EXERCISE
In the listing below, locate the line containing "height:8px; margin:-4px; padding:0" and the line containing "display:flex; align-items:center; gap:16px;". Output both of them and every line between, exactly as written, and nothing more.

****************

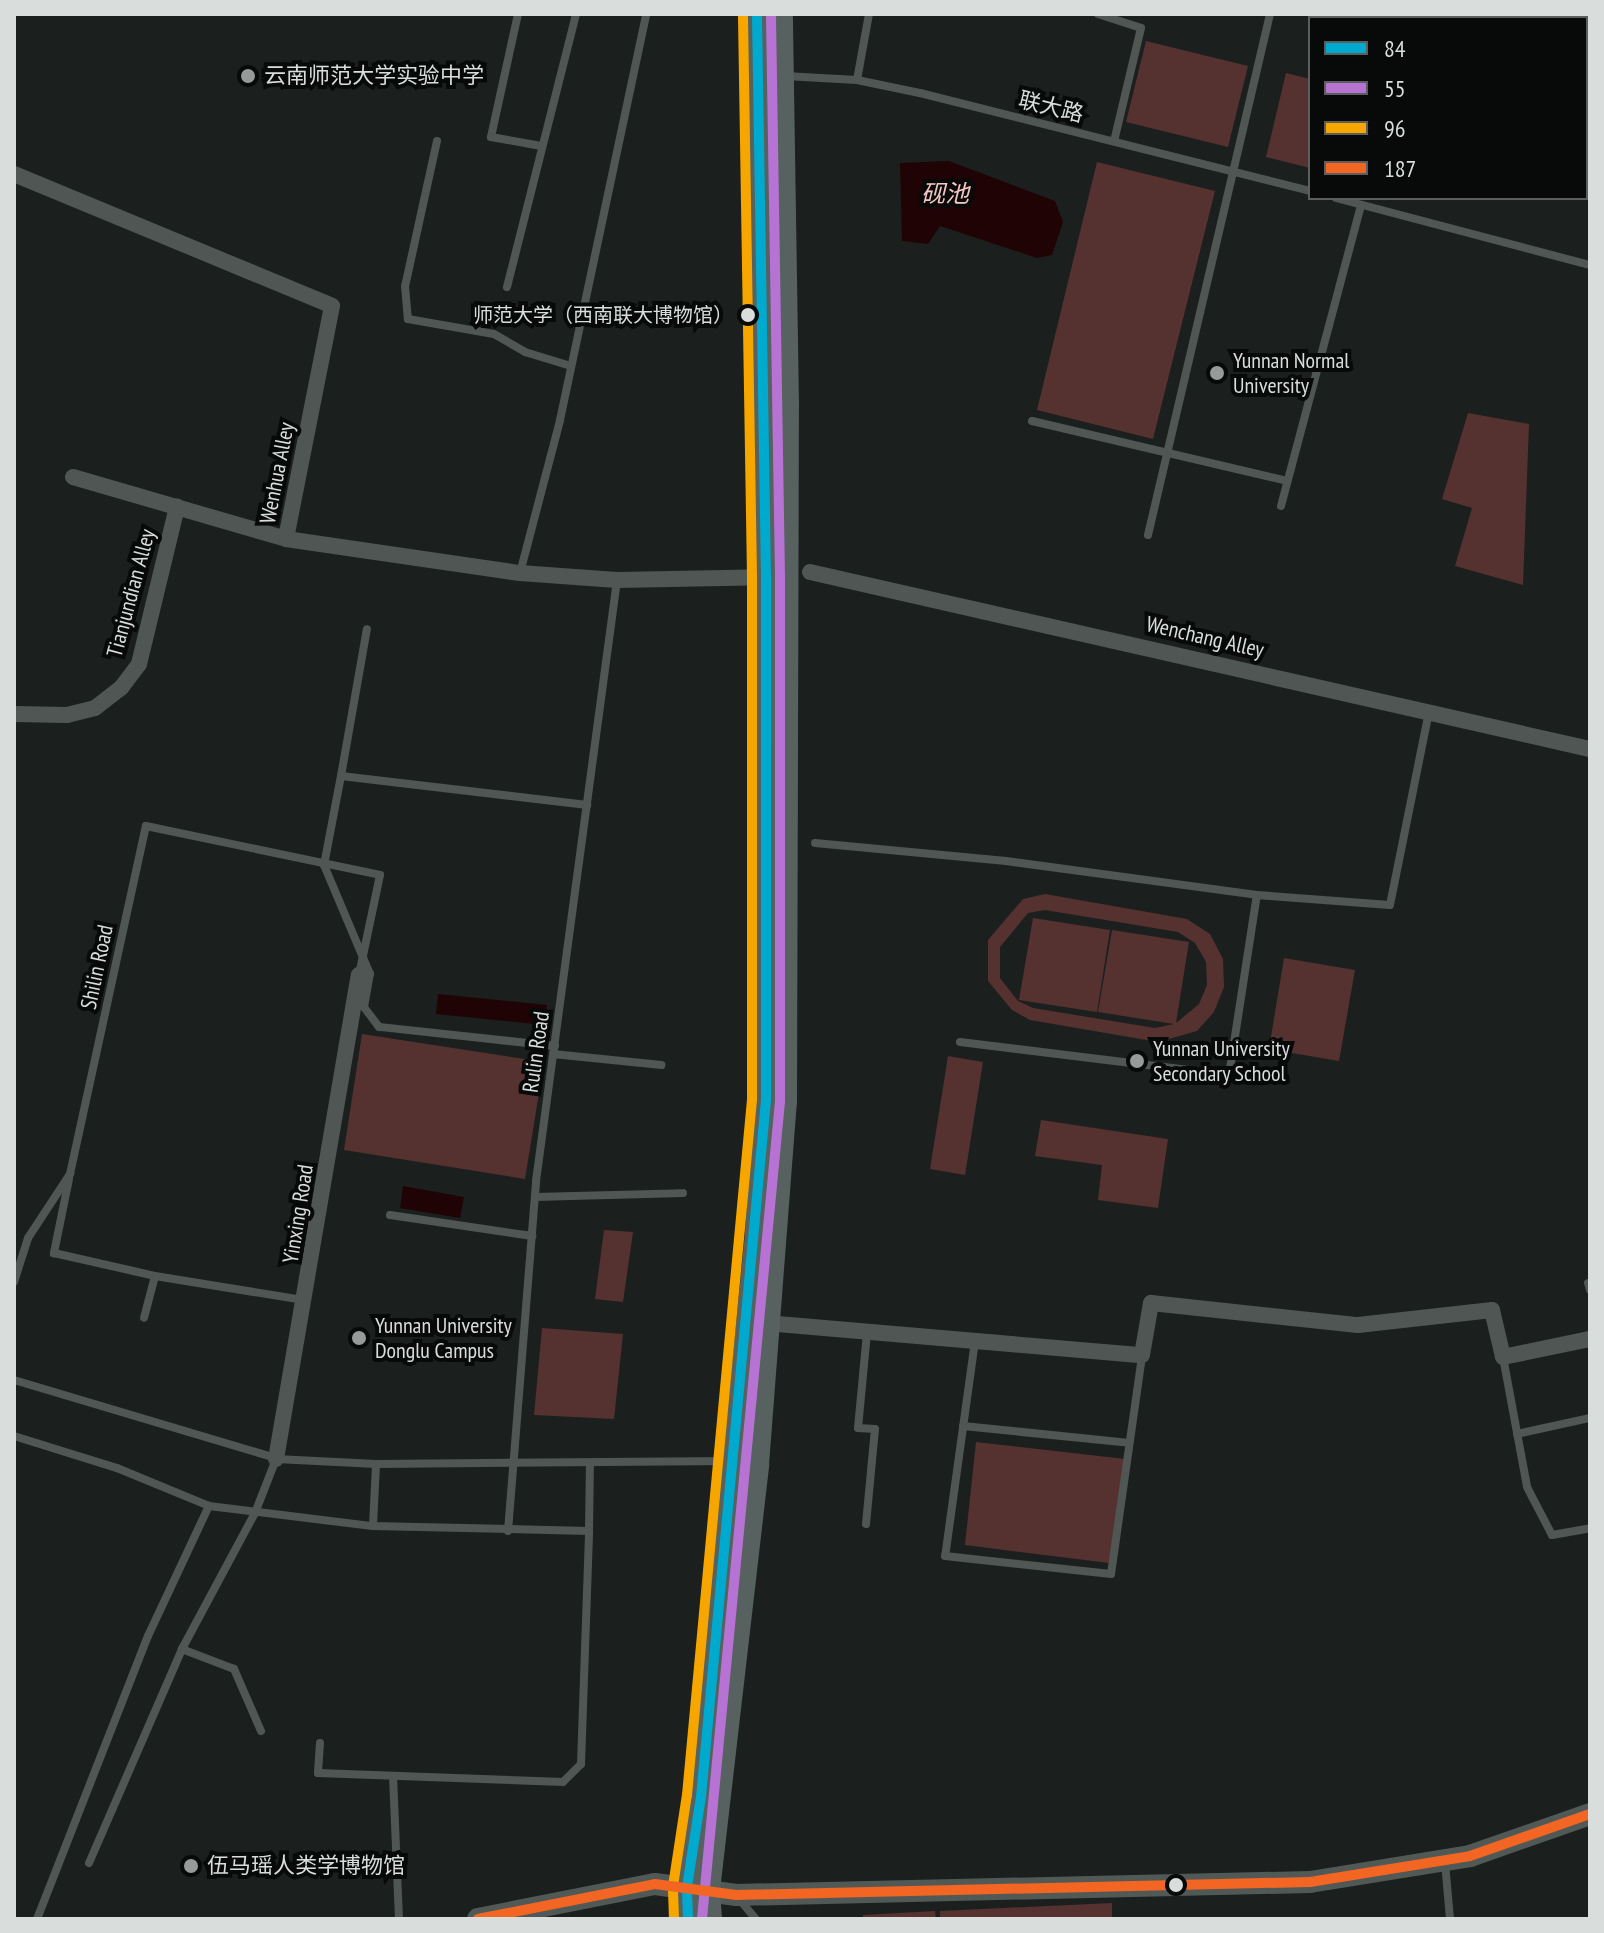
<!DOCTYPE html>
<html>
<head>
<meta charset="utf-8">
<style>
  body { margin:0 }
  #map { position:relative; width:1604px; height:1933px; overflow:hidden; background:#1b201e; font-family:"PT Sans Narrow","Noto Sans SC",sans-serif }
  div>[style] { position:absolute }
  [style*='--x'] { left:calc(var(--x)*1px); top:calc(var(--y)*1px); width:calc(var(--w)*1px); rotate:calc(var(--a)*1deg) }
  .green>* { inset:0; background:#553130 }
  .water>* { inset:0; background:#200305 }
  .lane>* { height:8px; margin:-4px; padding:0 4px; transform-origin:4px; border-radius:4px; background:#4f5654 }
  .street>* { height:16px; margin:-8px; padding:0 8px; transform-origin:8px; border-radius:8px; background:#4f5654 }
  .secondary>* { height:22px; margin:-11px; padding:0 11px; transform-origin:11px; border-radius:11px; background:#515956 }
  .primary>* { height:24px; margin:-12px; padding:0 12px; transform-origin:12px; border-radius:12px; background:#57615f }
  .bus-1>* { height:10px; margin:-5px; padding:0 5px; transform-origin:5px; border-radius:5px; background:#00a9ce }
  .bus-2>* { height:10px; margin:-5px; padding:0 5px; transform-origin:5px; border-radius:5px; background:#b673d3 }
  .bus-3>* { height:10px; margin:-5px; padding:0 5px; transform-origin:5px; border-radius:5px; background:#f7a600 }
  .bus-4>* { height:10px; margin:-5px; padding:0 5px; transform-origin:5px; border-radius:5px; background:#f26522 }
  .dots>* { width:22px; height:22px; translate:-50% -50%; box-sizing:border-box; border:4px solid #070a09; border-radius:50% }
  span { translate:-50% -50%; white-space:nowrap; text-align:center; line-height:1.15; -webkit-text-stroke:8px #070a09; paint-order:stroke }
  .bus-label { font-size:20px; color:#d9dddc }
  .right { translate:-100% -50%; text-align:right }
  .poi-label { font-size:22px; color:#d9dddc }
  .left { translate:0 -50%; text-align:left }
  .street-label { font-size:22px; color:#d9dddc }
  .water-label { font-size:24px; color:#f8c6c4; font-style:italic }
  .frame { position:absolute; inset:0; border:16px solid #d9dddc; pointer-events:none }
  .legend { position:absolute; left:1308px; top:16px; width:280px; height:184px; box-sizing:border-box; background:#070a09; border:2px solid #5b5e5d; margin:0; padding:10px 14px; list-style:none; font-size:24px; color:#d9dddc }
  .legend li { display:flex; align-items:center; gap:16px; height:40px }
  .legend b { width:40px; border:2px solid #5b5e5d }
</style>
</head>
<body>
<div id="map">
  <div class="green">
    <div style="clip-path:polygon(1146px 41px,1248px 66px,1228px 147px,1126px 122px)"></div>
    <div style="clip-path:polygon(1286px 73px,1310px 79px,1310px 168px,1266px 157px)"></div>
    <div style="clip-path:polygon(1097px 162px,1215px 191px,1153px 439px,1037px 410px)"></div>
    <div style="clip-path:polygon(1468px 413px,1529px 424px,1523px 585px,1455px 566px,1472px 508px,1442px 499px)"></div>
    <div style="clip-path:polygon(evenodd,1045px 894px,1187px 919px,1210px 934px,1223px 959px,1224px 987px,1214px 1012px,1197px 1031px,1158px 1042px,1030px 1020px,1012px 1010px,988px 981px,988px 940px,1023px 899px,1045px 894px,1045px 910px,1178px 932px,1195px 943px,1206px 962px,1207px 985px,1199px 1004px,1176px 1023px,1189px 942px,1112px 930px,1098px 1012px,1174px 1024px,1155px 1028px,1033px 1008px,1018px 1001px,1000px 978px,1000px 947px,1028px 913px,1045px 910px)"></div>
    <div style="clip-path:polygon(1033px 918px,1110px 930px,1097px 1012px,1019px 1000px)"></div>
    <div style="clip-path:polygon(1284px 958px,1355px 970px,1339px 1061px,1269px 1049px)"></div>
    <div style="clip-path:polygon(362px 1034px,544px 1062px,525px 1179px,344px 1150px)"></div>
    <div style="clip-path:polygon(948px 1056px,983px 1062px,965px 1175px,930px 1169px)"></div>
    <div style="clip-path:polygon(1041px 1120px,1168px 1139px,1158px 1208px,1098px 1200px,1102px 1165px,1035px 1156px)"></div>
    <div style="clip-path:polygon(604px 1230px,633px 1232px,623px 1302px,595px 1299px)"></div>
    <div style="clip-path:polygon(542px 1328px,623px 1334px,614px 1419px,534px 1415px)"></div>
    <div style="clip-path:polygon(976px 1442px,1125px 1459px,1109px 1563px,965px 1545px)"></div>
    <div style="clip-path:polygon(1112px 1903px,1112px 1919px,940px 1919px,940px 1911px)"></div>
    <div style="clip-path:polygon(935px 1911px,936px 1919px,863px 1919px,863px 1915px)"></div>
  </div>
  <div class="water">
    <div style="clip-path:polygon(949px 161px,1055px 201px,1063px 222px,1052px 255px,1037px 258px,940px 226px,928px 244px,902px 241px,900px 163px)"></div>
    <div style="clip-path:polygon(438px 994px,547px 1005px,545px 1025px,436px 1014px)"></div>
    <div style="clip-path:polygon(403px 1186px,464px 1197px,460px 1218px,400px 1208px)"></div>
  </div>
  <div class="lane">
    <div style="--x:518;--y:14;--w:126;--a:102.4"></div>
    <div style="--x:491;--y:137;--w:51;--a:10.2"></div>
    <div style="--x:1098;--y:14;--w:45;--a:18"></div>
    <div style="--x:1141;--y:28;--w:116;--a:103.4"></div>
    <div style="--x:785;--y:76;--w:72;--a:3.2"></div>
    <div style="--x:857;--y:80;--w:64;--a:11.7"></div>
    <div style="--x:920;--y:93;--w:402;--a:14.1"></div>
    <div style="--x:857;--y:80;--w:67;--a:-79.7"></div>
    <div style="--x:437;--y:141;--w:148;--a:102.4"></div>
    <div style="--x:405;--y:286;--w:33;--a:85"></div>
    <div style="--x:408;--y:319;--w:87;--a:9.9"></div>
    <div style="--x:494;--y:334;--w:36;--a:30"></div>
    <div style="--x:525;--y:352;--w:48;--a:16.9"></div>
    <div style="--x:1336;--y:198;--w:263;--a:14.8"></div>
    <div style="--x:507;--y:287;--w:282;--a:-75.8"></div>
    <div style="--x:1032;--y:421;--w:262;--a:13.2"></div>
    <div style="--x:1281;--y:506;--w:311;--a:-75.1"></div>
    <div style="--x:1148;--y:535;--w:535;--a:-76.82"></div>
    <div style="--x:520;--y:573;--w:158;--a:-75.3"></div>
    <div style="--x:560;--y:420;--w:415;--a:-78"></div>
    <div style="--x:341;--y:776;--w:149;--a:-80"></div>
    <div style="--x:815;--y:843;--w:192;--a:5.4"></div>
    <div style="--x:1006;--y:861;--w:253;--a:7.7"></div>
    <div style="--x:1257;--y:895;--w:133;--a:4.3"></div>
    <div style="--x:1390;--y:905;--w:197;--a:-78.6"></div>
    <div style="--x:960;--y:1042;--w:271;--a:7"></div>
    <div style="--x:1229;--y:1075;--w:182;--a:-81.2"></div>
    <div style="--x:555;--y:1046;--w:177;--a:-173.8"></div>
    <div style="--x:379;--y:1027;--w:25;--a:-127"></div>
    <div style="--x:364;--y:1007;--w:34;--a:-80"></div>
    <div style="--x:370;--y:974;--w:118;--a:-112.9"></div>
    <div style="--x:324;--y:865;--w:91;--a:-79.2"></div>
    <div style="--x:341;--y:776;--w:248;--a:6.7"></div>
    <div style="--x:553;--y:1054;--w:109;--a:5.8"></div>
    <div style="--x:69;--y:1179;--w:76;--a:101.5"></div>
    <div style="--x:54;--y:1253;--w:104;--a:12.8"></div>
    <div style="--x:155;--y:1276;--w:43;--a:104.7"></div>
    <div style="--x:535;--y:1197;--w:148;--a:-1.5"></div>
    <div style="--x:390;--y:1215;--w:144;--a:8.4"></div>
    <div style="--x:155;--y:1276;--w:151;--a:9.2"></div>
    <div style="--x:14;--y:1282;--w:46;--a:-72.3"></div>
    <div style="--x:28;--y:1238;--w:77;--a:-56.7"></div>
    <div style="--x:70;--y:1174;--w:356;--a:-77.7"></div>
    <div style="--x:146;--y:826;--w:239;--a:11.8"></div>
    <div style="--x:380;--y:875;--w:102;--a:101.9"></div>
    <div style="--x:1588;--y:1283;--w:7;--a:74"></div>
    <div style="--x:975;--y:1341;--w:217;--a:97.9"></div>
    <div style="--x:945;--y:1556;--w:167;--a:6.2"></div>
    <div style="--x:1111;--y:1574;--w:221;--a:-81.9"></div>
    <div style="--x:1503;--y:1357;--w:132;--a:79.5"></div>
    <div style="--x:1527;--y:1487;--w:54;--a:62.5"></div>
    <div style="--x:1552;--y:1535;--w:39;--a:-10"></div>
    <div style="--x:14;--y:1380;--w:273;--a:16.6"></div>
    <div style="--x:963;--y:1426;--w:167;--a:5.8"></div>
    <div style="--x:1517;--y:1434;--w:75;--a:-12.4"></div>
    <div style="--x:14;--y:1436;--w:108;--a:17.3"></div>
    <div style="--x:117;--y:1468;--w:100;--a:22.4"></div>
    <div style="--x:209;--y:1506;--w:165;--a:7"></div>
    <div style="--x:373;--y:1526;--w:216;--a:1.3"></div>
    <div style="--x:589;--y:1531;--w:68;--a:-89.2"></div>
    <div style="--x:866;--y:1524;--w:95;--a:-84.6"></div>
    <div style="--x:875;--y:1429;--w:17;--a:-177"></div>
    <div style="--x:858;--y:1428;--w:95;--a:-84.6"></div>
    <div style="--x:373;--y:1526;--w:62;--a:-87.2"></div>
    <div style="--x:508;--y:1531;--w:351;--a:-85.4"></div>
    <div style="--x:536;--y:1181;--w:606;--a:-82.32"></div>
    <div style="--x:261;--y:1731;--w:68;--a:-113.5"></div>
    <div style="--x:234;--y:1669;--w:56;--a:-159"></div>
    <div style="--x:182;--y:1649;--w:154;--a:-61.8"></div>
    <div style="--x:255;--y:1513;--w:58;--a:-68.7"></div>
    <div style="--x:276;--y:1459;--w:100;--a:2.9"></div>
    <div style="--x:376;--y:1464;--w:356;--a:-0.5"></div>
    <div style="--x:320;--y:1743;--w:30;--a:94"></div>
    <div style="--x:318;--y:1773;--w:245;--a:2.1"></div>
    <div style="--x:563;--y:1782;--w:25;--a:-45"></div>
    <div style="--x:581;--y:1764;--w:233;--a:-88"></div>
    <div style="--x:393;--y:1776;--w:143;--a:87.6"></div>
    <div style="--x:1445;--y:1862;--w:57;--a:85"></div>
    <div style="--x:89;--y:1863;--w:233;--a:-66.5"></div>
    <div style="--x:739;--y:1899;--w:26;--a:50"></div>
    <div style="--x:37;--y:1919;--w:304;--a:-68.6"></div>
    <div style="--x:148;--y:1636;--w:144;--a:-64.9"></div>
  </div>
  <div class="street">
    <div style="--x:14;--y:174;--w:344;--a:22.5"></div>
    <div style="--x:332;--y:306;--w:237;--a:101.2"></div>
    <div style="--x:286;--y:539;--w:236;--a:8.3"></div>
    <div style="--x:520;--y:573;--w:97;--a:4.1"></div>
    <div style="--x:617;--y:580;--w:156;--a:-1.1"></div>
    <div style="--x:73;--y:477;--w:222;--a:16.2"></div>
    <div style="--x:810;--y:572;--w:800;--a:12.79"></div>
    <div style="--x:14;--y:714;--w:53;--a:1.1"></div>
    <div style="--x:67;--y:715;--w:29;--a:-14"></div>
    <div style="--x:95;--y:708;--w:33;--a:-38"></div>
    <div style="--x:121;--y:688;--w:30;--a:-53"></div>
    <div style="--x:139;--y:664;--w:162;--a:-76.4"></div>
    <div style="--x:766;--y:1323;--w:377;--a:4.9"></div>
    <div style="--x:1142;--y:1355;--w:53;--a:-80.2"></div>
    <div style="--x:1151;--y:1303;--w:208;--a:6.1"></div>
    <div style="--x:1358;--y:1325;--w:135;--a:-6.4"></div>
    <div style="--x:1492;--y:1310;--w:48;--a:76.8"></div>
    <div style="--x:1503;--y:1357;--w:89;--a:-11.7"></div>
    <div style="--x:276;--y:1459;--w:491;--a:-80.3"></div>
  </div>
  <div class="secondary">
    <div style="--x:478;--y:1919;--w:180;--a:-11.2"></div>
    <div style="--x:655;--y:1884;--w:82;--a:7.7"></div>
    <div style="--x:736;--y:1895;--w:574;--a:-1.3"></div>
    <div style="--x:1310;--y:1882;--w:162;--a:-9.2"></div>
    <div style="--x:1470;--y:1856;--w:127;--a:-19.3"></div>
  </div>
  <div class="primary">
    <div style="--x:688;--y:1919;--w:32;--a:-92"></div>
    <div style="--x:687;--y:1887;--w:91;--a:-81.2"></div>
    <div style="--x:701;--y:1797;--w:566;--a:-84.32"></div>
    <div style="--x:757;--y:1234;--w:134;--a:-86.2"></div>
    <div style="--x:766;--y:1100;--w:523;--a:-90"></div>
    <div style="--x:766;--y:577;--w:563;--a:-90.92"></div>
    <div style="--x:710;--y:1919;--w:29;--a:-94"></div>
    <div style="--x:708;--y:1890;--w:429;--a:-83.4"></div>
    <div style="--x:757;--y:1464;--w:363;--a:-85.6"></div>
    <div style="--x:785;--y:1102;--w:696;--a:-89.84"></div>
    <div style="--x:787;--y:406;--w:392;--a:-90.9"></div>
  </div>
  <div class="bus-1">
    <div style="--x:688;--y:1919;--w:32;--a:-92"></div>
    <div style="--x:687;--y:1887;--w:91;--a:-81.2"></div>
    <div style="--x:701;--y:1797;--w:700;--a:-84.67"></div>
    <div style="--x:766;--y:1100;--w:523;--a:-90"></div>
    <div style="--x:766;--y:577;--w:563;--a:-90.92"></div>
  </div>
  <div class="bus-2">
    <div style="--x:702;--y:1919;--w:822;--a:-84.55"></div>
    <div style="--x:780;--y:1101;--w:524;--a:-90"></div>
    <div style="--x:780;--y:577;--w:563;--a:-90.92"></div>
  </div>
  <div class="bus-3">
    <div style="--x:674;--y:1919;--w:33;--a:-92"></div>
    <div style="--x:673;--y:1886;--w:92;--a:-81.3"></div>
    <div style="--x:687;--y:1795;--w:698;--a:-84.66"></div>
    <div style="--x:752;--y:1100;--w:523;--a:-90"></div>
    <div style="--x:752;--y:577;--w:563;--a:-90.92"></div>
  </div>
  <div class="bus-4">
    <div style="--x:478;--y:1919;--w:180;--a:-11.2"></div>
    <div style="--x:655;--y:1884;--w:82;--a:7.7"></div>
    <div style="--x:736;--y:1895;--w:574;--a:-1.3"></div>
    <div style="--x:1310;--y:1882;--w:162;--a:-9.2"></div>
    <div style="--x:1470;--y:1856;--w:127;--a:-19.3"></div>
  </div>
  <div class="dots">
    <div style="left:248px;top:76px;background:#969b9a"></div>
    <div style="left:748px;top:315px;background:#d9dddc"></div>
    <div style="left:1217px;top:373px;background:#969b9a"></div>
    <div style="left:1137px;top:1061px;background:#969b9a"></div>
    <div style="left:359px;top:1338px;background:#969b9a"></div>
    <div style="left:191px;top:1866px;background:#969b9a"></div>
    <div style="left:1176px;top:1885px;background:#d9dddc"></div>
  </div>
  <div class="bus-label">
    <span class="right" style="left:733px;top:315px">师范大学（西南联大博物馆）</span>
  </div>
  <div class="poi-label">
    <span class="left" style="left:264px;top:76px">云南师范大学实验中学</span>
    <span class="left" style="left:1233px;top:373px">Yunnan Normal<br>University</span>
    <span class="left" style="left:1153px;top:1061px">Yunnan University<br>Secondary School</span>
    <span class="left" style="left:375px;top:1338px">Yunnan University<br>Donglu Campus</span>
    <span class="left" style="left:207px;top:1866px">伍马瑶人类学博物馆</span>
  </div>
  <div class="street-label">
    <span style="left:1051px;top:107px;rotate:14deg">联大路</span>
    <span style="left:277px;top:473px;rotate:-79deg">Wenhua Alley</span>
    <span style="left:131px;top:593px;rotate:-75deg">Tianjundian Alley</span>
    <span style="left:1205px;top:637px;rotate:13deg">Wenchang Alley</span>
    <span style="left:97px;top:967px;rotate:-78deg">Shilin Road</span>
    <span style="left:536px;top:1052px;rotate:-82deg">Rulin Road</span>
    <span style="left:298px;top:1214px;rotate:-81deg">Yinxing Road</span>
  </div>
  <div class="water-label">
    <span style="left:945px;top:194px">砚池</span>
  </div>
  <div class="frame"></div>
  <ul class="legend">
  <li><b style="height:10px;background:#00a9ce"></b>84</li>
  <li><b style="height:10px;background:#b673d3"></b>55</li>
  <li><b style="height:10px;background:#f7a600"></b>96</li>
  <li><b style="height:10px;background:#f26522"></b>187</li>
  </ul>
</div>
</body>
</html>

****************

ANSWER BOX
  .lane>* { height:8px; margin:-4px; padding:0 4px; transform-origin:4px; border-radius:4px; background:#4f5654 }
  .street>* { height:16px; margin:-8px; padding:0 8px; transform-origin:8px; border-radius:8px; background:#4f5654 }
  .secondary>* { height:22px; margin:-11px; padding:0 11px; transform-origin:11px; border-radius:11px; background:#515956 }
  .primary>* { height:24px; margin:-12px; padding:0 12px; transform-origin:12px; border-radius:12px; background:#57615f }
  .bus-1>* { height:10px; margin:-5px; padding:0 5px; transform-origin:5px; border-radius:5px; background:#00a9ce }
  .bus-2>* { height:10px; margin:-5px; padding:0 5px; transform-origin:5px; border-radius:5px; background:#b673d3 }
  .bus-3>* { height:10px; margin:-5px; padding:0 5px; transform-origin:5px; border-radius:5px; background:#f7a600 }
  .bus-4>* { height:10px; margin:-5px; padding:0 5px; transform-origin:5px; border-radius:5px; background:#f26522 }
  .dots>* { width:22px; height:22px; translate:-50% -50%; box-sizing:border-box; border:4px solid #070a09; border-radius:50% }
  span { translate:-50% -50%; white-space:nowrap; text-align:center; line-height:1.15; -webkit-text-stroke:8px #070a09; paint-order:stroke }
  .bus-label { font-size:20px; color:#d9dddc }
  .right { translate:-100% -50%; text-align:right }
  .poi-label { font-size:22px; color:#d9dddc }
  .left { translate:0 -50%; text-align:left }
  .street-label { font-size:22px; color:#d9dddc }
  .water-label { font-size:24px; color:#f8c6c4; font-style:italic }
  .frame { position:absolute; inset:0; border:16px solid #d9dddc; pointer-events:none }
  .legend { position:absolute; left:1308px; top:16px; width:280px; height:184px; box-sizing:border-box; background:#070a09; border:2px solid #5b5e5d; margin:0; padding:10px 14px; list-style:none; font-size:24px; color:#d9dddc }
  .legend li { display:flex; align-items:center; gap:16px; height:40px }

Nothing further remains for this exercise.